Traders at the Tejuosho Market, Yaba, Lagos State, on Wednesday, lamented a fire incident that ravaged their stalls, destroying goods and machines they valued at a billion naira.
The fire, which happened on Tuesday, razed the Yaba Goshen Clothing Plaza, popularly known as The Kitchen.
Eyewitnesses claimed that the fire started from the generator stand at the back of the plaza.
When our correspondent visited the market on Wednesday, she observed that the stalls and machines had been reduced to scraps and ashes.
Several stall owners were seen carrying burnt remains of their machines as others cried with hands on their heads, while sympathisers consoled them.
The owner of the plaza, Godswill Okorie, who spoke to PUNCH Metro, said the whole building was burnt down in less than 30 minutes.
He said, “I was called immediately the fire started. I got here within five minutes and in less than 30 minutes, the plaza was down. Everyone ran out because they were trapped. The whole plaza went down, but no life was lost.
“This place is big and houses over 1,000 people every day. The open space was a hall divided into small stalls and shops and we had 150 stalls that contained about six to eight traders per stall. Six people mean six industrial machines. We produce clothes, sell to boutiques in Lagos and outside Nigeria. From 5am every day, this place is already booming. We even sell to the United States of America. We have lost over a billion naira. One of my tenants here just bought two machines that cost N1.7m. All the materials, machines and money are scraps now.”

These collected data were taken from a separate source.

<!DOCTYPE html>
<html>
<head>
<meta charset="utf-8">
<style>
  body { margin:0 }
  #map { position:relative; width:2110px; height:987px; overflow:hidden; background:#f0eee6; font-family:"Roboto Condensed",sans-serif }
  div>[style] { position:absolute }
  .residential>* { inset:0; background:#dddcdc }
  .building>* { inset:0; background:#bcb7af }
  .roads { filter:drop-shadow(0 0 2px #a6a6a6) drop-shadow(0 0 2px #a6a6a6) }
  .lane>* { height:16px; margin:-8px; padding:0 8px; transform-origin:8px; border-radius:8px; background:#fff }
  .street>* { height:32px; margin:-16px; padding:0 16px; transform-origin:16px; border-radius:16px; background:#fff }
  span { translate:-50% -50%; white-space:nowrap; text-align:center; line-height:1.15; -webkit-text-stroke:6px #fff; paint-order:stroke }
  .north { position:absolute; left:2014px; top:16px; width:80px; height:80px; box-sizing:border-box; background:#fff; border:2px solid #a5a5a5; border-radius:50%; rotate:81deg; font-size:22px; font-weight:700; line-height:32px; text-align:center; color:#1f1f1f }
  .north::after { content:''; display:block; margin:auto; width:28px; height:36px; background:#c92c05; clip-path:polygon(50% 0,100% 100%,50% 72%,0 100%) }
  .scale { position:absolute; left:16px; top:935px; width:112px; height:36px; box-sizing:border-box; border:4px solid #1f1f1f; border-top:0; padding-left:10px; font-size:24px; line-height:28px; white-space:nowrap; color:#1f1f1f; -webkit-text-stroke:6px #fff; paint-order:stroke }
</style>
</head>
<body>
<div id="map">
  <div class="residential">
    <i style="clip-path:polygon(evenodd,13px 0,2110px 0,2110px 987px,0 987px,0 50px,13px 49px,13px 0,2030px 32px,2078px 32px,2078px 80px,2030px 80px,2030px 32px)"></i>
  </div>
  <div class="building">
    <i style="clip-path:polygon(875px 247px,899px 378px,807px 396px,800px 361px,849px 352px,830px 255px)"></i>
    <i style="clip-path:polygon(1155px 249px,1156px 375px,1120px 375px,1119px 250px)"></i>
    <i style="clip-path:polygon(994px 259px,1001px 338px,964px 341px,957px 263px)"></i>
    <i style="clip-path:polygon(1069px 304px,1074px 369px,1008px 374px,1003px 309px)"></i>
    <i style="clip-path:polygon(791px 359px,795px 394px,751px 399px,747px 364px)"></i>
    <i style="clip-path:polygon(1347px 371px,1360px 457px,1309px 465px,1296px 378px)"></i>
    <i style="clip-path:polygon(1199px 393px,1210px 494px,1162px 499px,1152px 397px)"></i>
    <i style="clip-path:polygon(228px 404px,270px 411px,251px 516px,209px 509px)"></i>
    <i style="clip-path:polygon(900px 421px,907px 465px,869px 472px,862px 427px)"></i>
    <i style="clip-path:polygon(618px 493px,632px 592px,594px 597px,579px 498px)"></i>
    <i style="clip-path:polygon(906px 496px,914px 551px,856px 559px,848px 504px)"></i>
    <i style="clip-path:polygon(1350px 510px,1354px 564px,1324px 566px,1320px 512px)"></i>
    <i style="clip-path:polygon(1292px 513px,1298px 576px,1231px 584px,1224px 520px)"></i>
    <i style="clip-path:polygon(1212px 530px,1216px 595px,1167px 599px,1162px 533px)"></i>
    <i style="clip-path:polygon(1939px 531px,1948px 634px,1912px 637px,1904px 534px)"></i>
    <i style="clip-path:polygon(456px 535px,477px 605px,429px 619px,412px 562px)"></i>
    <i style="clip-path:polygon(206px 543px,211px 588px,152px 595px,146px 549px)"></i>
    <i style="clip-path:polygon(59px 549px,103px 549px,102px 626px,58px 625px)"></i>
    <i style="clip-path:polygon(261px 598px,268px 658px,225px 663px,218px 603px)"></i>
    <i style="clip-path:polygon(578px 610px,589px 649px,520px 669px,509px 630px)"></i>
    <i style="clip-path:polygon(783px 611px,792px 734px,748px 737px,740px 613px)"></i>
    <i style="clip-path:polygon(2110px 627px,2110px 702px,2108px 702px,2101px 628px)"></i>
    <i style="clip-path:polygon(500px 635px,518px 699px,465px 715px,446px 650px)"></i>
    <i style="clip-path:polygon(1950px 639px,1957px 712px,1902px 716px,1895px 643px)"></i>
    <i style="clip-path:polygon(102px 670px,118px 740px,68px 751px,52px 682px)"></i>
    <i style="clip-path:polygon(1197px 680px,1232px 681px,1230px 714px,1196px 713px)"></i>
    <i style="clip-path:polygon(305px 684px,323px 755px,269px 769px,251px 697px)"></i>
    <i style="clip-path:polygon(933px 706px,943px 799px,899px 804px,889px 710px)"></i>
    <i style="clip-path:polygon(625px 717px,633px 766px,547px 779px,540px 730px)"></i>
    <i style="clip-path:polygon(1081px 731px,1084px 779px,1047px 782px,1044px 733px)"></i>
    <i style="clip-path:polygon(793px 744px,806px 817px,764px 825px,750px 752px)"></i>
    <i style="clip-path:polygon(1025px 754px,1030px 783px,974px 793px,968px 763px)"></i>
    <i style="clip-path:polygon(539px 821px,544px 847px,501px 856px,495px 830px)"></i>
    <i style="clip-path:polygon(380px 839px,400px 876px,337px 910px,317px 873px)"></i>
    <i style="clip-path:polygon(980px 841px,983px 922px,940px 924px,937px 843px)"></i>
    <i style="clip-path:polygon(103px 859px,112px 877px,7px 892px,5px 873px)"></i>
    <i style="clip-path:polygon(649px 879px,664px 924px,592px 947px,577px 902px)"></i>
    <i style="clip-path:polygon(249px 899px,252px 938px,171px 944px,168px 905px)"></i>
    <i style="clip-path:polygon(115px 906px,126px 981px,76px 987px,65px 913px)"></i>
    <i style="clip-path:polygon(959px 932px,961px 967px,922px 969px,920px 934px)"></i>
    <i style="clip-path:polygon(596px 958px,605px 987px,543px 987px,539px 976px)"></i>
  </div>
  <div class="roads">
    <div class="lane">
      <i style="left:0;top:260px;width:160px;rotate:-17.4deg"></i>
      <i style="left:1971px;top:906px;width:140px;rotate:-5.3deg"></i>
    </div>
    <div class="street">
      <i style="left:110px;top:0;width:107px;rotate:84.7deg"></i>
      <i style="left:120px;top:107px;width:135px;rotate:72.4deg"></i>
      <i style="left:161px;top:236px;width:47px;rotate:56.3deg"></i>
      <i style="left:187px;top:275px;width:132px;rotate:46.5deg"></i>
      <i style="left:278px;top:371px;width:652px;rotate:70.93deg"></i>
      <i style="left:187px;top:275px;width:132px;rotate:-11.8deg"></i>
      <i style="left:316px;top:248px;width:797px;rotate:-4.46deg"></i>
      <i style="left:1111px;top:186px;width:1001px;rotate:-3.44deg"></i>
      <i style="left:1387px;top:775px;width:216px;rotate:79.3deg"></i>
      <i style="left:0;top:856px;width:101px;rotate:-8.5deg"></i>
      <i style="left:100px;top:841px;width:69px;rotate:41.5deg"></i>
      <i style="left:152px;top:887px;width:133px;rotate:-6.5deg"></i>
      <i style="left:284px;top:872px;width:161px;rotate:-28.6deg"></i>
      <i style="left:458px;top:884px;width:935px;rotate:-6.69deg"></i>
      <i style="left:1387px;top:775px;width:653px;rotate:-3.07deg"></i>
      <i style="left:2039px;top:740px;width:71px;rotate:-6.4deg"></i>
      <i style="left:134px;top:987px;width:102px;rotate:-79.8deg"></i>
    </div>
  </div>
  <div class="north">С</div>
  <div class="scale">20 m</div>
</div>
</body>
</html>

A trader, Chukwu Oje, who had two shops and nine workers, said he did not know where to begin again.
He said, “This happened around 3pm. I need assistance; this is the only place I earn my living and now everything is gone. I do not even know where to start. Let people come to our rescue.”
Another victim, Mercy Emenike, who spoke amid tears, said her customers from Liberia sent her materials that she had sown 200 clothes, adding that the fire destroyed both the sown clothes and the materials.
She said, “I have nothing to do, I only look unto God and encourage myself. My God! I have lost almost a million in my shops, with cash. Three machines worth N600,000 and my generator.”
She blamed their lack of regular power supply for the fire.
“People buy fuel and store it because we work 24 hours here. If we had regular power supply, people would not store fuel and this would not have happened,” she added.
Another trader, Chijioke Oko, said he lost over a million to the fire.
“The government should come to our rescue,” he pleaded.